Requirement: The reply to the records below should contain exactly the lines from the line with "position:relative; flex:1; overflow:hidden" through the line with "position:absolute; left:24px; bottom:20px;", and nothing besides.

Source data:

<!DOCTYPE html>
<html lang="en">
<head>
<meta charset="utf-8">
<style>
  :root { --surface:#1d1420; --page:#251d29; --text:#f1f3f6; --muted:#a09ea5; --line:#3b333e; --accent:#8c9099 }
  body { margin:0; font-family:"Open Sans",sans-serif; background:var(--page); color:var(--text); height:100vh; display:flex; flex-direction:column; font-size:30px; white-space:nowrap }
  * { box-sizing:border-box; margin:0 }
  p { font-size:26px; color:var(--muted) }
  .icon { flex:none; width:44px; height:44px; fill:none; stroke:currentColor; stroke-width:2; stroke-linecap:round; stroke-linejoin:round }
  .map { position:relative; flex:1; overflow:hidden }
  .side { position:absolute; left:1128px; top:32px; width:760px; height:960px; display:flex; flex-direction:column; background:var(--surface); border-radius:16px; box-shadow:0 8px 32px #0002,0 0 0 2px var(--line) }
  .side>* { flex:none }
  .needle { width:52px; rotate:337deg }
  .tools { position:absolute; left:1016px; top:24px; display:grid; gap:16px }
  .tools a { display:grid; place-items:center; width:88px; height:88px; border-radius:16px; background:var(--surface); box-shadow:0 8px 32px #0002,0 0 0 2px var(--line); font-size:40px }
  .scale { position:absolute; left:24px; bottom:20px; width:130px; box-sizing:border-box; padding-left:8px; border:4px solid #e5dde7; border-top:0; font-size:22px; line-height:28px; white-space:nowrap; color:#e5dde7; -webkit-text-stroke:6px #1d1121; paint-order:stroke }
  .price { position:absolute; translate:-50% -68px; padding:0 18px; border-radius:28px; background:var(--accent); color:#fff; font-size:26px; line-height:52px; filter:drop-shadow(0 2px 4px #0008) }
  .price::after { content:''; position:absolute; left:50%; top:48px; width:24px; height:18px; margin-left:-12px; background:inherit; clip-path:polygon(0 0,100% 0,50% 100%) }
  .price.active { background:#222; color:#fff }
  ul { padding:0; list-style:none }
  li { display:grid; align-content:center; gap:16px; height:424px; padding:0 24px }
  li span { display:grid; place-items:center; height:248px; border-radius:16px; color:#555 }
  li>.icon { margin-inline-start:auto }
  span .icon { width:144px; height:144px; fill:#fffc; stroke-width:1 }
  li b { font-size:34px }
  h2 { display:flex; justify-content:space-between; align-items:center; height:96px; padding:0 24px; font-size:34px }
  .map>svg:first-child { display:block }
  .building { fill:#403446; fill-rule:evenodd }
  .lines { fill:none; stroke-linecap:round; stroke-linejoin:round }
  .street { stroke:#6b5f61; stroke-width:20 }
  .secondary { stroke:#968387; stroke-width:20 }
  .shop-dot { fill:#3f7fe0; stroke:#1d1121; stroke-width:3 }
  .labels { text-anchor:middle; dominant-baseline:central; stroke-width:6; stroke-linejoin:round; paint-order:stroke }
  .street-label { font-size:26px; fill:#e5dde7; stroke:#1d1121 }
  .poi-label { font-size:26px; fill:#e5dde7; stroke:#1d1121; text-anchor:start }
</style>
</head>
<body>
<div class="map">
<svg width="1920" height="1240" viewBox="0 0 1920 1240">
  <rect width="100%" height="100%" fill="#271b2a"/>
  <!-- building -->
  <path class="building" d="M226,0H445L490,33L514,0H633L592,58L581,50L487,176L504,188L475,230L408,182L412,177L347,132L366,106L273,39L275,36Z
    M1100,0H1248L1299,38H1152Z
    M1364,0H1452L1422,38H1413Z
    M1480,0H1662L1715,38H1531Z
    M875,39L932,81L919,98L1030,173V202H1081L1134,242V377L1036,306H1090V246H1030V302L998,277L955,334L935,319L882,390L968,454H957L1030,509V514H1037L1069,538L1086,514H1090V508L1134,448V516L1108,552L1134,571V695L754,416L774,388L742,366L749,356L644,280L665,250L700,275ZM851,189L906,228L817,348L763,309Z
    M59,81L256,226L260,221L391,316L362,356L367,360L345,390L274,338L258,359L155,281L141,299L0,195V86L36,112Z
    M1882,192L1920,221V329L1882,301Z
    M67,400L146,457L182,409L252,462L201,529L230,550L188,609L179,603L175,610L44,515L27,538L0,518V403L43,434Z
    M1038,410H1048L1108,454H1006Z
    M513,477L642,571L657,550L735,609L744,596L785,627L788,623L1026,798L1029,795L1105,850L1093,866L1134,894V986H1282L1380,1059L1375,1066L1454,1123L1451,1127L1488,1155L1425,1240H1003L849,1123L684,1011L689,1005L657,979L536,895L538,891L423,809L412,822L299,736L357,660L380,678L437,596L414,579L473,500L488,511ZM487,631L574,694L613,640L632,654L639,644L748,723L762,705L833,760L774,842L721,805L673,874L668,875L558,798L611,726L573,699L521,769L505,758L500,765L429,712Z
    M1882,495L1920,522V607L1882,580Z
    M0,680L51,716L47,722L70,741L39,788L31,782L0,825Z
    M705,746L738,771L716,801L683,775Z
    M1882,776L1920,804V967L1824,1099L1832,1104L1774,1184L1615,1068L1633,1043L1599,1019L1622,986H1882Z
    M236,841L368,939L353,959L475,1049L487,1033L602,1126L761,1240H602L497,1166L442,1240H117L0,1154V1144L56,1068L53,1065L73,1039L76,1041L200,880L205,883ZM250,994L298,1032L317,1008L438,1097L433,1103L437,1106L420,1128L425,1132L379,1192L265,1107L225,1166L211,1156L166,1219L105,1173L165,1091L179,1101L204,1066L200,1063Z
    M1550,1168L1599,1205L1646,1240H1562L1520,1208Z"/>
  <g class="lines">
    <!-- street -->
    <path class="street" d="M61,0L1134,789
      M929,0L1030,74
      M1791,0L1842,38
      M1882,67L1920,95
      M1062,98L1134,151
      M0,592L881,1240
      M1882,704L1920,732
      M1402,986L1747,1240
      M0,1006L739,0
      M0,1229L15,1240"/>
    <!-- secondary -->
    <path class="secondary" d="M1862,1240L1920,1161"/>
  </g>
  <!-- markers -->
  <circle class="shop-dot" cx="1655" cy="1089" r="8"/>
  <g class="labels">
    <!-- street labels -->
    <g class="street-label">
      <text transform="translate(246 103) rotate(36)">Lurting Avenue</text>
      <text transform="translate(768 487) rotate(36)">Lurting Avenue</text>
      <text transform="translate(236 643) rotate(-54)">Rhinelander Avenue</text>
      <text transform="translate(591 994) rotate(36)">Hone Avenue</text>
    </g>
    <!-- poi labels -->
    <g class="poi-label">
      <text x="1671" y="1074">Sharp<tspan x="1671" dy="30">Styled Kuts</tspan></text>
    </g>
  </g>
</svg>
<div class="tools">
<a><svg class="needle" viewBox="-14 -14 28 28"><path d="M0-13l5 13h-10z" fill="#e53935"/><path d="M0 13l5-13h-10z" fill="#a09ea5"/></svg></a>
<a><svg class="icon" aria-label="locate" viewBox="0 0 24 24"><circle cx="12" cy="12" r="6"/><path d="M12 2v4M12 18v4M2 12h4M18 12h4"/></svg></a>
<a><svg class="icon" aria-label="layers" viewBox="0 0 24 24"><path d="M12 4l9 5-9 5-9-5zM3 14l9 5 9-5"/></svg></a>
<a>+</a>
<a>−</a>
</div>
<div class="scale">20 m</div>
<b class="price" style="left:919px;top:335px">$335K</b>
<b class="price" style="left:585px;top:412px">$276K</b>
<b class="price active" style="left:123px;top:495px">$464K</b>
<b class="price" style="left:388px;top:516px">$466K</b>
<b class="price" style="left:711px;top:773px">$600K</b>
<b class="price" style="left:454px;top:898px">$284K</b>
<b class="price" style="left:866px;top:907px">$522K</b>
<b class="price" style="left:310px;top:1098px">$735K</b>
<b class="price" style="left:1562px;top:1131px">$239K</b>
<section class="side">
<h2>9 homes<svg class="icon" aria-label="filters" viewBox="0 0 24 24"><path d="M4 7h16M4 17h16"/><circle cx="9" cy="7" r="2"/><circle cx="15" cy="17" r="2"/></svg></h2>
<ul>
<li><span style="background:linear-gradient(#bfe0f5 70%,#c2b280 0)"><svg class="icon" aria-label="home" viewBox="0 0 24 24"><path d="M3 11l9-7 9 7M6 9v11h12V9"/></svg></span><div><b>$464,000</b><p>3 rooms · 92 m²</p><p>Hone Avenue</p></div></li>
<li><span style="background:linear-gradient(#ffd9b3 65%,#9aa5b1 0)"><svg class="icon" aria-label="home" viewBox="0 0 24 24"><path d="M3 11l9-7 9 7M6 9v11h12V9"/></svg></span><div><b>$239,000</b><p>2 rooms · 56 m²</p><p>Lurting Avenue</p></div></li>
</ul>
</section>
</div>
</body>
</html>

Solved exercise:
  .map { position:relative; flex:1; overflow:hidden }
  .side { position:absolute; left:1128px; top:32px; width:760px; height:960px; display:flex; flex-direction:column; background:var(--surface); border-radius:16px; box-shadow:0 8px 32px #0002,0 0 0 2px var(--line) }
  .side>* { flex:none }
  .needle { width:52px; rotate:337deg }
  .tools { position:absolute; left:1016px; top:24px; display:grid; gap:16px }
  .tools a { display:grid; place-items:center; width:88px; height:88px; border-radius:16px; background:var(--surface); box-shadow:0 8px 32px #0002,0 0 0 2px var(--line); font-size:40px }
  .scale { position:absolute; left:24px; bottom:20px; width:130px; box-sizing:border-box; padding-left:8px; border:4px solid #e5dde7; border-top:0; font-size:22px; line-height:28px; white-space:nowrap; color:#e5dde7; -webkit-text-stroke:6px #1d1121; paint-order:stroke }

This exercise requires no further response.